Movie Making Manual/Setting up a production company
Why bother setting up a production company?Edit
One company per projectEdit
As a disclaimer, the legal information provided in this section should not be taken as 100% true and is merely sourced from some second-hand knowledge and my experience. You should ALWAYS contact a business lawyer to confirm legalities, especially in the formation of partnerships and companies in the name of business.
Some people suggest that you should setup one company per project - specifically an LLC. An LLC has advantages over a corporation for many reasons that work towards streamlining (ie no shareholder meeting, simple operating agreements instead of strict rules and guidelines, etc) the business process; in other words, decisions can be made quickly without chain-of-command consultation. From the Wikipedia Entry on LLCs:
- 'One reason that businesses choose to be organized as an LLC is to avoid "double taxation." A traditional corporation is taxed on its income, and then when the profits are distributed to the owners of the corporation (i.e., the shareholders), then those dividends are also taxed. With an LLC, income of the LLC is not taxed, but each owner of the LLC (i.e., each member) is taxed based on its pro rata allocable portion of the LLC's taxable income, regardless of whether any distributions to the members are made. This single level of taxation can lead to significant savings over the corporate form. Similarly, under some circumstances, members of an LLC may deduct losses of the LLC on their personal tax returns.'
By creating an LLC under ownership of a corporation or a single proprietor, not only are rights more easily transferred (ie if rights belonging to an owner is sold to a separate owner), but in terms of profits and losses, if a film bombs (ie fails or results in more expenses than profits), it may be written as a tax writeoff, as losses can be deducted in the United States.

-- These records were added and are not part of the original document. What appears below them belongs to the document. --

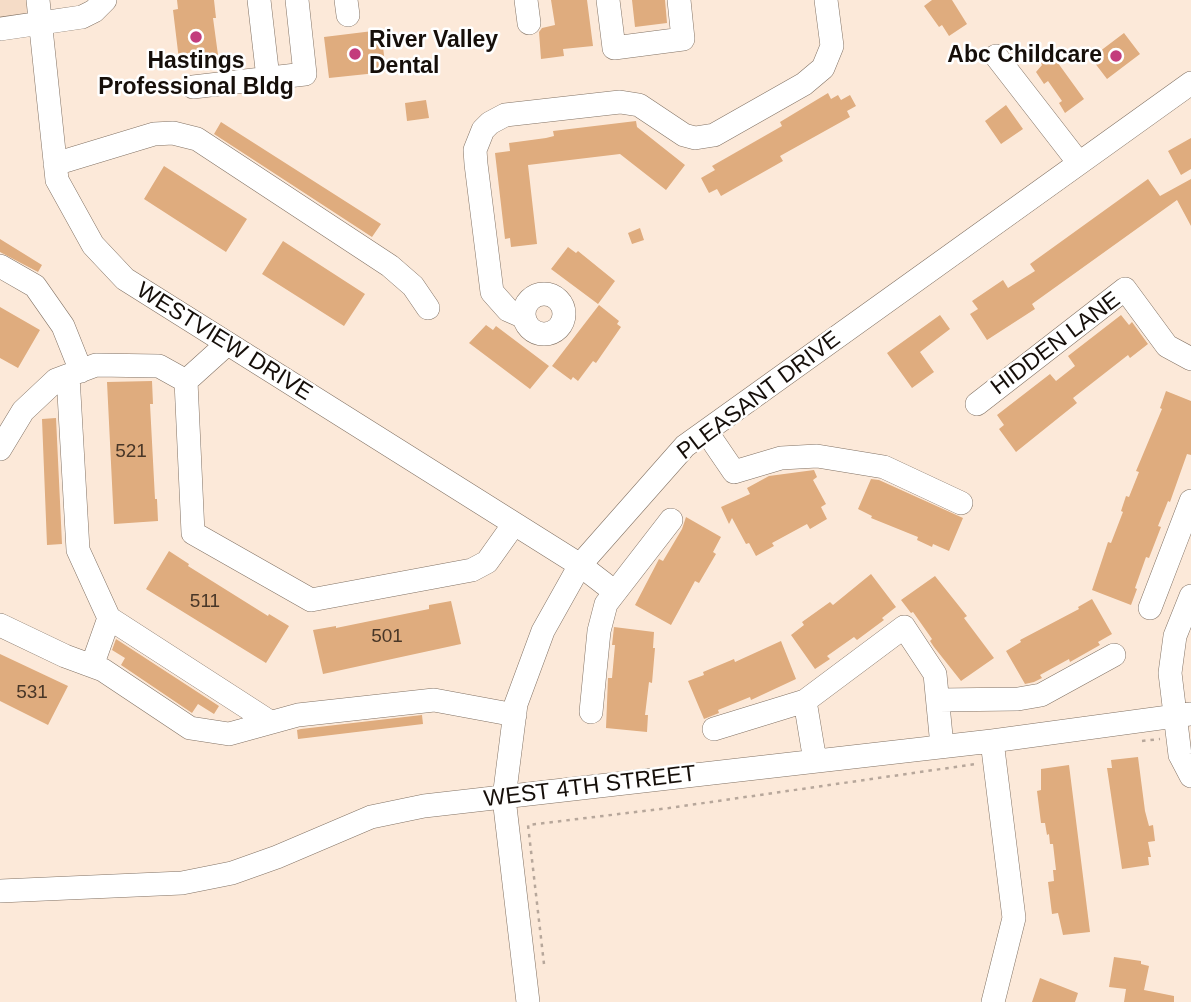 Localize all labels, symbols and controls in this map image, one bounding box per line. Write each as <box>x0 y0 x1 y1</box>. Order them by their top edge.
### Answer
place label: River Valley Dental <box>369 27 498 81</box>
marker: Hastings Professional Bldg <box>188 29 204 45</box>
place label: Abc Childcare <box>947 42 1102 70</box>
marker: River Valley Dental <box>347 46 363 62</box>
place label: Hastings Professional Bldg <box>98 48 294 102</box>
marker: Abc Childcare <box>1108 48 1124 64</box>
street label: WESTVIEW DRIVE <box>131 277 317 407</box>
street label: HIDDEN LANE <box>986 286 1126 402</box>
street label: PLEASANT DRIVE <box>672 326 846 466</box>
house number: 521 <box>115 441 147 463</box>
house number: 511 <box>190 591 220 613</box>
house number: 501 <box>371 626 403 648</box>
house number: 531 <box>16 682 48 704</box>
street label: WEST 4TH STREET <box>482 760 698 814</box>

However, as with any incorporating action, there are a series of legalities that follows that may be undesirable, of which I don't know the exact specifics.
Before incorporating under an LLC, please contact a lawyer or legal consultant, especially one that is trained in business-related law. Incorporation is no simple matter and comes with its own pitfalls, as deceptively simple as the forms may be.
Choosing a name for your production companyEdit
1) Check with the names database at companies house: http://wck2.companieshouse.gov.uk
2) Check to see if your name is already used on a website: Use this page for .uk domains: http://www.nominet.org.uk/ (use the search on the bottom left)
3) Check with companies house to make sure you're not using any banned words or phrases.
Registering your production companyEdit
A solicitor will charge around £200 to set-up a limited company; by following the guide below you can do it yourself for just over £40. That said, this is not legal advice, and if you have any doubts or queries you should contact a solicitor, accountant, and/or Companies House.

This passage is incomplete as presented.